Je pense que je n’ai pas bien commencé, et que dans mon 1e job j’ai souffert d’un manque d’accompagnement, et que je n’ai pas encore réussi à améliorer les choses. C’est moche à dire, mais plutôt que d’affronter les choses, j’ai plutôt  abaissé mes propres critères: après tout, je fais le minimum, et quand je fais le minimum ça passe. Certains, qui ont hérité de cette façon de penser du monde scolaire, comprendront très bien 🙂

Bon, pour autant, perdre mes moyens, contourner parfois les choses, ne m’empêchent pas d’avoir une bonne appréciation ni de me fixer moi-même mes propres objectifs, nécessaires pour que je prenne du plaisir !

3) la comparaison

C’est tellement un lieu commun que je ne sais même pas s’il faut s’y attarder.

Je me souviens quand je suis entrée dans le travail d’avoir été choquée.
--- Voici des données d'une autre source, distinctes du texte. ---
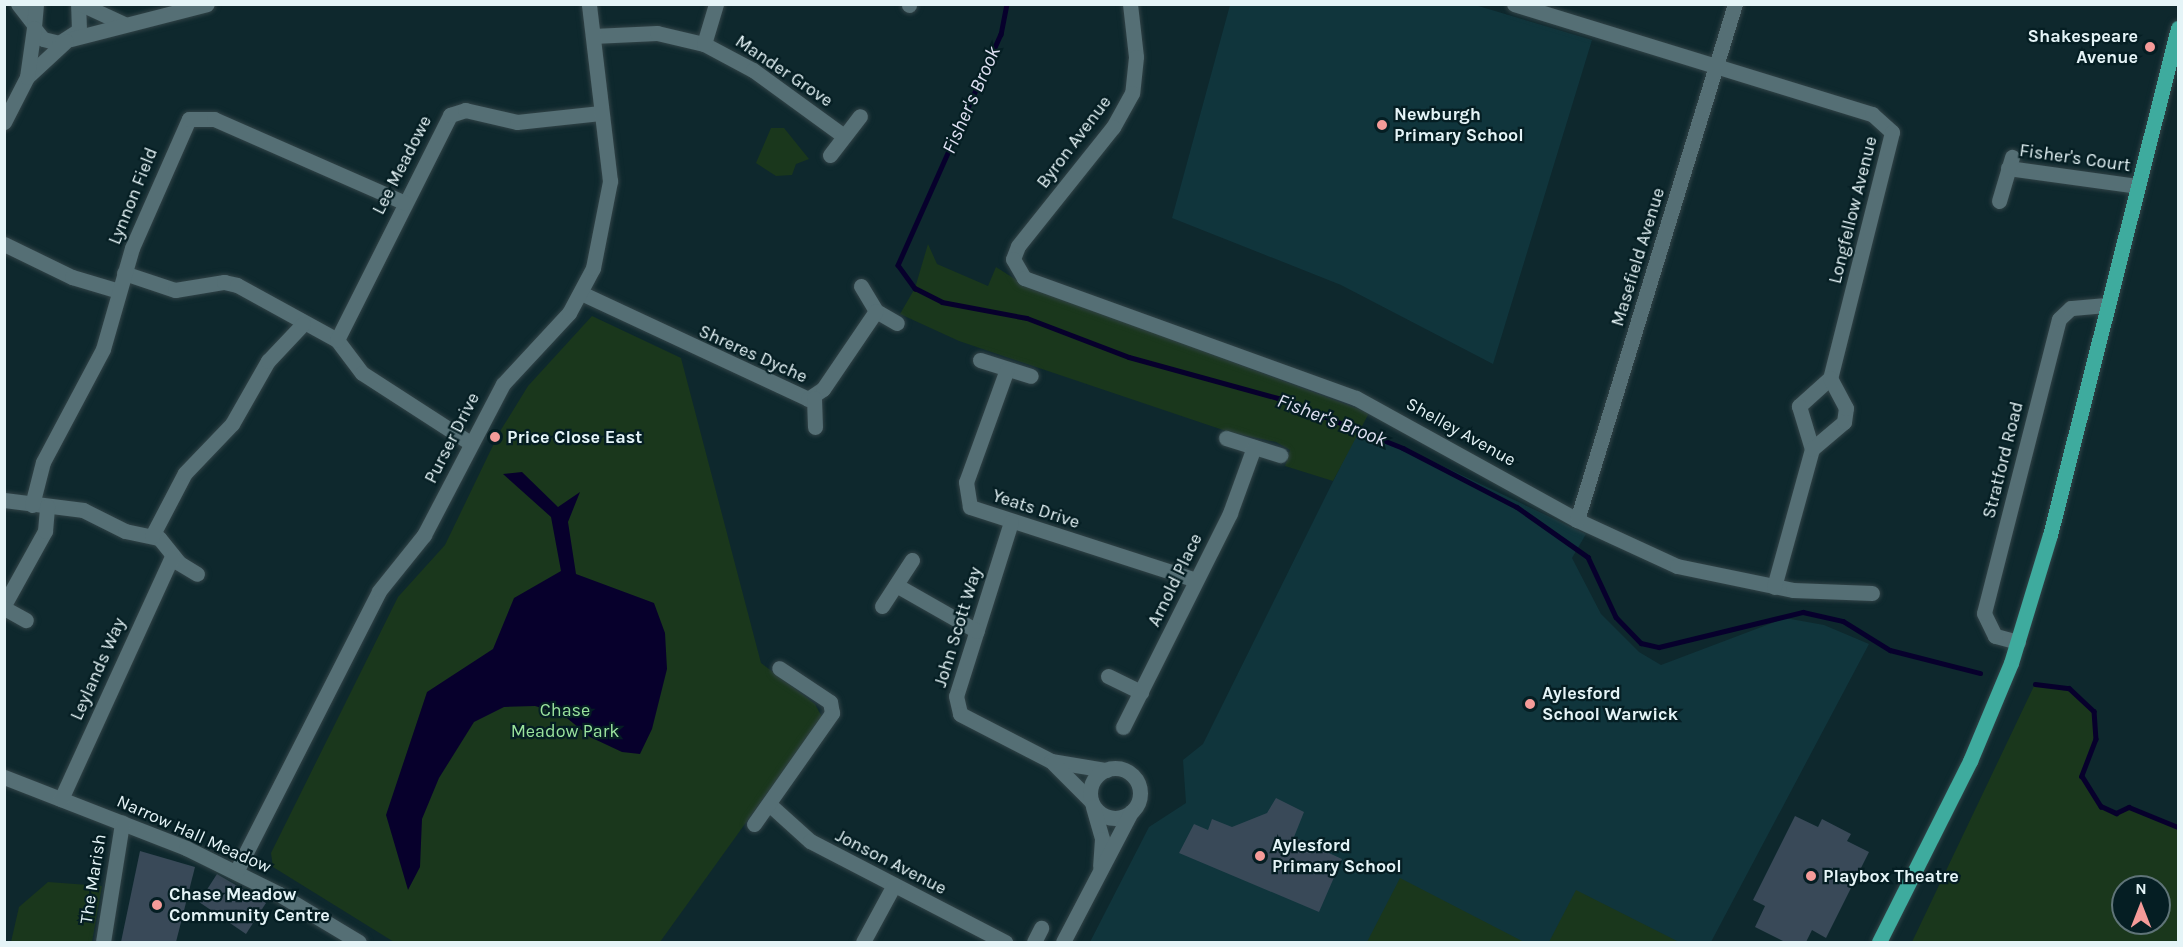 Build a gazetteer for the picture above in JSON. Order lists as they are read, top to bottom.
{
  "streets": {
    "street": [
      "Mander Grove",
      "Byron Avenue",
      "Fisher's Court",
      "Lee Meadowe",
      "Lynnon Field",
      "Longfellow Avenue",
      "Masefield Avenue",
      "Shreres Dyche",
      "Shelley Avenue",
      "Purser Drive",
      "Stratford Road",
      "Yeats Drive",
      "Arnold Place",
      "John Scott Way",
      "Leylands Way",
      "Narrow Hall Meadow",
      "Jonson Avenue",
      "The Marish"
    ]
  },
  "crossings": [
    ["Mander Grove", "Purser Drive"],
    ["Byron Avenue", "Shelley Avenue"],
    ["Lee Meadowe", "Lynnon Field"],
    ["Lee Meadowe", "Purser Drive"],
    ["Longfellow Avenue", "Masefield Avenue"],
    ["Masefield Avenue", "Shelley Avenue"],
    ["Shreres Dyche", "Purser Drive"],
    ["Purser Drive", "Narrow Hall Meadow"],
    ["Yeats Drive", "Arnold Place"],
    ["Yeats Drive", "John Scott Way"],
    ["Leylands Way", "Narrow Hall Meadow"],
    ["Narrow Hall Meadow", "The Marish"]
  ],
  "water": ["Fisher's Brook"],
  "parks": ["Chase Meadow Park"],
  "places": [
    "Shakespeare Avenue",
    "Newburgh Primary School",
    "Price Close East",
    "Aylesford School Warwick",
    "Aylesford Primary School",
    "Playbox Theatre",
    "Chase Meadow Community Centre"
  ],
  "north": "top"
}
Pour beaucoup, parler plus fort, montrer que l’on sait, rabaisser les autres, critiquer, trop travailler permettent d’être bien vus et d’avoir « une certaine aura ». Sur la base de qui est attendu dans notre organisation de travail, on se compare les uns les autres en permanence. La cause et la conséquence est souvent que l’on ne connaît pas sa valeur.

  • La créativité ou je ne suis pas nulle, je suis « normale »

Il y a des recherches sur la créativité dans le champ sur la santé au travail qui suggèrent que la créativité pourrait constituer un antidote à la souffrance dans le monde du travail.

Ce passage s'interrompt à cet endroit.